BEGIN The data

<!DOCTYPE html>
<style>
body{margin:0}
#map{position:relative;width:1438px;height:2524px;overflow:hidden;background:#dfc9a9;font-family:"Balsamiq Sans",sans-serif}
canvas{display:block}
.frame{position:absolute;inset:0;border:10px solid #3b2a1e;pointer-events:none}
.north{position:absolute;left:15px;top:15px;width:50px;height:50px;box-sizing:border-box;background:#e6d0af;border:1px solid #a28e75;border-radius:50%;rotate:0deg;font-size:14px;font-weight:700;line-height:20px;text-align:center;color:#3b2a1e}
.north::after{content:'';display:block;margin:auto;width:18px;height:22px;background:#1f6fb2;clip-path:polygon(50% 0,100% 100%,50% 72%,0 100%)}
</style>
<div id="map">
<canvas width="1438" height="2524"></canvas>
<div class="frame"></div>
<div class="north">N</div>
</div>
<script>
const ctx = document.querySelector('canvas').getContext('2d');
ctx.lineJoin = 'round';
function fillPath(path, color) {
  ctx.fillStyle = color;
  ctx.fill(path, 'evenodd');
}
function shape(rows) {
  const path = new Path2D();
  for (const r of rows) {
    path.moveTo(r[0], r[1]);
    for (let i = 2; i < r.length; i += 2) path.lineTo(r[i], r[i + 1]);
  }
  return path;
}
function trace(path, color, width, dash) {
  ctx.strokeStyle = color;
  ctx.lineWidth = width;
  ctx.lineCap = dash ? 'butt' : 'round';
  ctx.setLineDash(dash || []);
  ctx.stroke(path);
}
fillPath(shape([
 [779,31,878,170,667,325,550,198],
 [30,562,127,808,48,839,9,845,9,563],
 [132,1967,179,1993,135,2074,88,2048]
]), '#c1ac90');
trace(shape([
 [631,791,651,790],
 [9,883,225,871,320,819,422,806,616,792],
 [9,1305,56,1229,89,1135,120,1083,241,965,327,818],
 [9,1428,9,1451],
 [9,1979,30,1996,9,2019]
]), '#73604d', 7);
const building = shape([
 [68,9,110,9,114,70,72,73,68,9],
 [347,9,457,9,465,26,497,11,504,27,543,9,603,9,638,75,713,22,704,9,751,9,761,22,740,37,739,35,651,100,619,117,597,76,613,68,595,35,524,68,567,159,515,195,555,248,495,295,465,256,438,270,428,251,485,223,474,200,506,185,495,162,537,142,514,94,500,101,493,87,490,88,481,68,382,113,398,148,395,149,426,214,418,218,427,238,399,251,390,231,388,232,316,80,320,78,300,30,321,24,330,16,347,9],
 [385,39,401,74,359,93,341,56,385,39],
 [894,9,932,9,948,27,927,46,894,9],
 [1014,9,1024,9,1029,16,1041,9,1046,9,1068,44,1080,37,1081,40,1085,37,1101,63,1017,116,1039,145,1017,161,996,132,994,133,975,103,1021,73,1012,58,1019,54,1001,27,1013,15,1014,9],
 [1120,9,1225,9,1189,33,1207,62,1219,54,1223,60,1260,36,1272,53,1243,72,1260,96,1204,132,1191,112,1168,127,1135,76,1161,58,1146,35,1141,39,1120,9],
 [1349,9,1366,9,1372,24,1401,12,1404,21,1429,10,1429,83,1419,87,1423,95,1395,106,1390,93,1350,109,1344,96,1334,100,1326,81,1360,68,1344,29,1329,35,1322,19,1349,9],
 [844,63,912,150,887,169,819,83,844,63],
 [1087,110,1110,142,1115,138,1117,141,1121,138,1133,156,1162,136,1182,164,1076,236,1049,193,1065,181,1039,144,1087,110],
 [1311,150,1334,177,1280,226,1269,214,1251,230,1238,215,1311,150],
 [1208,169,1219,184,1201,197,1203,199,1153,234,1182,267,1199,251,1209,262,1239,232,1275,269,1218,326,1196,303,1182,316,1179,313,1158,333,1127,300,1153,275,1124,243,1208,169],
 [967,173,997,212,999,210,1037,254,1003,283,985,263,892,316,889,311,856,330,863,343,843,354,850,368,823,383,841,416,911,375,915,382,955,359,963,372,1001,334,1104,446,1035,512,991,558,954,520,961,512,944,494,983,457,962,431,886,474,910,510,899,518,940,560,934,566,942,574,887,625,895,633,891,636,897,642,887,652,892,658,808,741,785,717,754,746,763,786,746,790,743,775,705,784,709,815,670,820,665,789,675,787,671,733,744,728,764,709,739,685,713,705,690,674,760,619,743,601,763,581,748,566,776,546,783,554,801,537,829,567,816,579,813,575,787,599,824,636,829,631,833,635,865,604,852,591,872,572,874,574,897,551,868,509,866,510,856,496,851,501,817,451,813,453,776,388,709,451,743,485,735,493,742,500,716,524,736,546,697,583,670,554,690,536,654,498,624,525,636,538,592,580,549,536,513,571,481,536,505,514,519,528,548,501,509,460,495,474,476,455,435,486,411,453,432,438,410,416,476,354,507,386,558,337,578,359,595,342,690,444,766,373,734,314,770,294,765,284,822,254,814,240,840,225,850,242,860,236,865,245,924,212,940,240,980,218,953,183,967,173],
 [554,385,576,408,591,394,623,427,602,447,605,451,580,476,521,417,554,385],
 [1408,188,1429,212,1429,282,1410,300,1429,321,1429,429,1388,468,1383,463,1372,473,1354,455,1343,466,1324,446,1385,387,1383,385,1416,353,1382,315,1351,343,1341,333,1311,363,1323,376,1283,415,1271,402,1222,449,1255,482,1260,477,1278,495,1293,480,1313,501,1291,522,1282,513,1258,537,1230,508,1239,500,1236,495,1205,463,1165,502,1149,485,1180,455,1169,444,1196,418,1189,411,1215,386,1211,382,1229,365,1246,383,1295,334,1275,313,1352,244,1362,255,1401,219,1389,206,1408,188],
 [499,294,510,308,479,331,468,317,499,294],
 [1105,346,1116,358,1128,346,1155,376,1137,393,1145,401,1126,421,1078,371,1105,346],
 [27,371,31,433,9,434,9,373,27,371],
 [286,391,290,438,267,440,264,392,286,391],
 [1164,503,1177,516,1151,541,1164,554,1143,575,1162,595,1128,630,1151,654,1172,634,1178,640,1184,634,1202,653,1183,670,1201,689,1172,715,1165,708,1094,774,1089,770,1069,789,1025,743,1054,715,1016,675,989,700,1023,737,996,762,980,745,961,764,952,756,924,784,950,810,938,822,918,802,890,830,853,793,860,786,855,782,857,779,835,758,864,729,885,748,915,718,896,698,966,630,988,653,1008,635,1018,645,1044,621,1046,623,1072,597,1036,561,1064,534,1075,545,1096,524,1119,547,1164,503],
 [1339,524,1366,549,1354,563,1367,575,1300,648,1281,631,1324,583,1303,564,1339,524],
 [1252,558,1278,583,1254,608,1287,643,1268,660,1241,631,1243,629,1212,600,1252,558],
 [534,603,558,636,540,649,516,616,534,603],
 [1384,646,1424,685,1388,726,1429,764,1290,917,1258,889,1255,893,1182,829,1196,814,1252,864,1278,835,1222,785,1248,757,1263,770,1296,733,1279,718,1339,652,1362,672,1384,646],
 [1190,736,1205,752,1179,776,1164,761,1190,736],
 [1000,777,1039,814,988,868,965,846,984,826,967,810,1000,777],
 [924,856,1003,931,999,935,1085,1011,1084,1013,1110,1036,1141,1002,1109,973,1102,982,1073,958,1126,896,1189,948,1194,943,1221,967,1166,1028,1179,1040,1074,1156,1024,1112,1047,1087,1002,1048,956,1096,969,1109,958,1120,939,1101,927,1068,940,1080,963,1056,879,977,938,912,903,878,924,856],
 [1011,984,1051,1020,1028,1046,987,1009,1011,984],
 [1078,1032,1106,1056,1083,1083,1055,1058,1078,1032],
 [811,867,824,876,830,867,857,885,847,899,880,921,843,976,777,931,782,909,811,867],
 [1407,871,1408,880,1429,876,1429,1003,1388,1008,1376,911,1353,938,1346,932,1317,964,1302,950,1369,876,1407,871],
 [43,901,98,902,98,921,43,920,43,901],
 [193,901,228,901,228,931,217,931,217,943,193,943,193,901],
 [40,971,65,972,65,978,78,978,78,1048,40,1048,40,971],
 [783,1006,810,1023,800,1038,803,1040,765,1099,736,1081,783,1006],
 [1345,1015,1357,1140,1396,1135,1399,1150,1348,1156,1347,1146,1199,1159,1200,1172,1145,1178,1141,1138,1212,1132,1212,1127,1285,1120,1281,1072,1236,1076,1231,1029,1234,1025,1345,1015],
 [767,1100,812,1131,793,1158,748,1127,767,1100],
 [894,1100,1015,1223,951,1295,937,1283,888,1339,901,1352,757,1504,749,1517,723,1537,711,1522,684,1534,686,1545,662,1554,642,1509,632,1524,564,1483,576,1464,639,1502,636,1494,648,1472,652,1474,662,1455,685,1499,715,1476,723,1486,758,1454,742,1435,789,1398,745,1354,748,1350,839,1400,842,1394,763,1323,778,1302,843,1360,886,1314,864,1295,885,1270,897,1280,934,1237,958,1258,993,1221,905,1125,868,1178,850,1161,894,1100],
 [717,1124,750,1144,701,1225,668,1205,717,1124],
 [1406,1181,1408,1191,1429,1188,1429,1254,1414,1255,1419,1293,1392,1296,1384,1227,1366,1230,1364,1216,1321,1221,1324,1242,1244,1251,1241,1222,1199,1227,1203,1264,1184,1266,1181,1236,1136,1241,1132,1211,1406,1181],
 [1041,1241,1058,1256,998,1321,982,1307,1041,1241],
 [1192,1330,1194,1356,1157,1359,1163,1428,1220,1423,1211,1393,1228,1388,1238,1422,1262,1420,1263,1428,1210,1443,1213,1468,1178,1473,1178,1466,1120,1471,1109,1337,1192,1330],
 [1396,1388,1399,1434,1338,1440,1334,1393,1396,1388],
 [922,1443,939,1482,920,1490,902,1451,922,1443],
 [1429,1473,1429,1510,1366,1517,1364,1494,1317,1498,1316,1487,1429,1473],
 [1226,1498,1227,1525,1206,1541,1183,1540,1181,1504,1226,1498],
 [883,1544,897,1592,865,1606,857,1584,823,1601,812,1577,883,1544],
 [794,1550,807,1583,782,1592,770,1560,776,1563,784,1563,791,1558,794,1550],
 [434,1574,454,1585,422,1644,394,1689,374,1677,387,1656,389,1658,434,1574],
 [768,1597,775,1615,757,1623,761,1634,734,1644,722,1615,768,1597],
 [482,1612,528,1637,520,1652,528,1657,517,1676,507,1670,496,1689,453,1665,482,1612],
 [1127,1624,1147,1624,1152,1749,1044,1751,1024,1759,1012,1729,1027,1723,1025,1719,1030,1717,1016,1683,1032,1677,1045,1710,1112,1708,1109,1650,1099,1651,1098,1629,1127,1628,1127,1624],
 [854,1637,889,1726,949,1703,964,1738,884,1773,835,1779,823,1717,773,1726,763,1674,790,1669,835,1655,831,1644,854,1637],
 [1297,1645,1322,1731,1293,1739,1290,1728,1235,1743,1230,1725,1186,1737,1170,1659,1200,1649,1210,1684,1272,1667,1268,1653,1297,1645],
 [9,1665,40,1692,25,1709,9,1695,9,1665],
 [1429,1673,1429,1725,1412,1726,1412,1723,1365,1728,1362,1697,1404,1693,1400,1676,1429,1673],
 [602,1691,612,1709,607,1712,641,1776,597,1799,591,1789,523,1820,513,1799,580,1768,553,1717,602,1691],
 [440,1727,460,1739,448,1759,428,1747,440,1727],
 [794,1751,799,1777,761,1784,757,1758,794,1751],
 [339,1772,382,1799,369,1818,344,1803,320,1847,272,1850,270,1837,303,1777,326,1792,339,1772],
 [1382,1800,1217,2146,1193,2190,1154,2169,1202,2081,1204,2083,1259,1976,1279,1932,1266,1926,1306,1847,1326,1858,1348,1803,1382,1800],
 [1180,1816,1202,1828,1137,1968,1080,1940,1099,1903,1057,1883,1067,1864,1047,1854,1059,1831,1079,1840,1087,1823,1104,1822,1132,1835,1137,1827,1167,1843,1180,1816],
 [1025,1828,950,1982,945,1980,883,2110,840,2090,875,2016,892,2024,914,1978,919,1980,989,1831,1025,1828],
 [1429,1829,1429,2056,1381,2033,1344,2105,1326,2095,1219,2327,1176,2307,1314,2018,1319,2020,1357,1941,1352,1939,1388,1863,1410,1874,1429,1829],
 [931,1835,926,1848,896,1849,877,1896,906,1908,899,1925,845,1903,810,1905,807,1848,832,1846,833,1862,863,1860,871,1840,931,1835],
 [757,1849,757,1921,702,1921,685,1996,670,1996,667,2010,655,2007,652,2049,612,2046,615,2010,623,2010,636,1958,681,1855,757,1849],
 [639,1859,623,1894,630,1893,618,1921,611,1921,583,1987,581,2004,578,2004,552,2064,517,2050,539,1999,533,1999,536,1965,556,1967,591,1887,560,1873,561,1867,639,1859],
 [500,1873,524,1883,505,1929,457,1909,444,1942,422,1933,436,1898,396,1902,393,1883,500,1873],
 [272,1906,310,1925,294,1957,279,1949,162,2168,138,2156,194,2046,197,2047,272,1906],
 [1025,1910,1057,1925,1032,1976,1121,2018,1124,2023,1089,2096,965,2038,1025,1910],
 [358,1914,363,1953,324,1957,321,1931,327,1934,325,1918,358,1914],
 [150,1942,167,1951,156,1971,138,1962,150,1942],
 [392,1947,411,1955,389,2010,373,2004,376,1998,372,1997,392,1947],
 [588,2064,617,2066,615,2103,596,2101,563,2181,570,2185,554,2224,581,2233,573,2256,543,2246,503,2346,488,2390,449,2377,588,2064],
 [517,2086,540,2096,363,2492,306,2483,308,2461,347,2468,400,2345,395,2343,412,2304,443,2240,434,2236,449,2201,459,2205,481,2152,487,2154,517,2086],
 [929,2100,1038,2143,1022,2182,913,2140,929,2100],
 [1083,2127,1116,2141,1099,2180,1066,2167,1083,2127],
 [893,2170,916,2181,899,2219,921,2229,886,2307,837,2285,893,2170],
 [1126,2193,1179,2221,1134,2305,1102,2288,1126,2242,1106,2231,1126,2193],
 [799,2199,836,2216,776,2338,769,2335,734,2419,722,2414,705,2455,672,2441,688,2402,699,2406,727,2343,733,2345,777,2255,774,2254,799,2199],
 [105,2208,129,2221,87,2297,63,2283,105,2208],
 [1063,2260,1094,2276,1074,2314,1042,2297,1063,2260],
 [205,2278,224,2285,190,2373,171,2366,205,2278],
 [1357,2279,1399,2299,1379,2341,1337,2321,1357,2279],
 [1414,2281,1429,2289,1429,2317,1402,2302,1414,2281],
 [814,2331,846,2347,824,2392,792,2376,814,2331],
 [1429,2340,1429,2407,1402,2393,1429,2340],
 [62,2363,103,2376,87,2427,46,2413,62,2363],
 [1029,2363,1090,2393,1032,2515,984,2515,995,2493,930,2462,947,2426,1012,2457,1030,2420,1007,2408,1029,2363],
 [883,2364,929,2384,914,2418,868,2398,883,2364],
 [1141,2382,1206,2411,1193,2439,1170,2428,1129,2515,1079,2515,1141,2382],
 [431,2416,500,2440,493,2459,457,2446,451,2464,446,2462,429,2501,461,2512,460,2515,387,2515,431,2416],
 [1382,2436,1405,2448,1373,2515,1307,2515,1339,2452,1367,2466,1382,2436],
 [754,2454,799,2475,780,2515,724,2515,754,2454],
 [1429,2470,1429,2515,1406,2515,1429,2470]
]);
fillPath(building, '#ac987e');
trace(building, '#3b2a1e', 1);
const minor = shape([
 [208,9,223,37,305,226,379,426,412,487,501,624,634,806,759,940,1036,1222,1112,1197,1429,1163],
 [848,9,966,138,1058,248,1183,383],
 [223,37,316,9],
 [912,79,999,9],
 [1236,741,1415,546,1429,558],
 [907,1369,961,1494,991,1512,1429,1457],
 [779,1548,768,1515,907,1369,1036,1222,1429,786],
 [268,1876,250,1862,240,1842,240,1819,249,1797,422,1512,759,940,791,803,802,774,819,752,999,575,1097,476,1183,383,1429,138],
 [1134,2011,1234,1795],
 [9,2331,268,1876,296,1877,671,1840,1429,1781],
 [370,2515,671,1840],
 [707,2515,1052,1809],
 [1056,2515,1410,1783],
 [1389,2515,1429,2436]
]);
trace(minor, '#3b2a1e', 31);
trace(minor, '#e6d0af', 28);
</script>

END The data

*Required action*. Which lines above contain "function"? Show each of them.

*Task result*.
function fillPath(path, color) {
function shape(rows) {
function trace(path, color, width, dash) {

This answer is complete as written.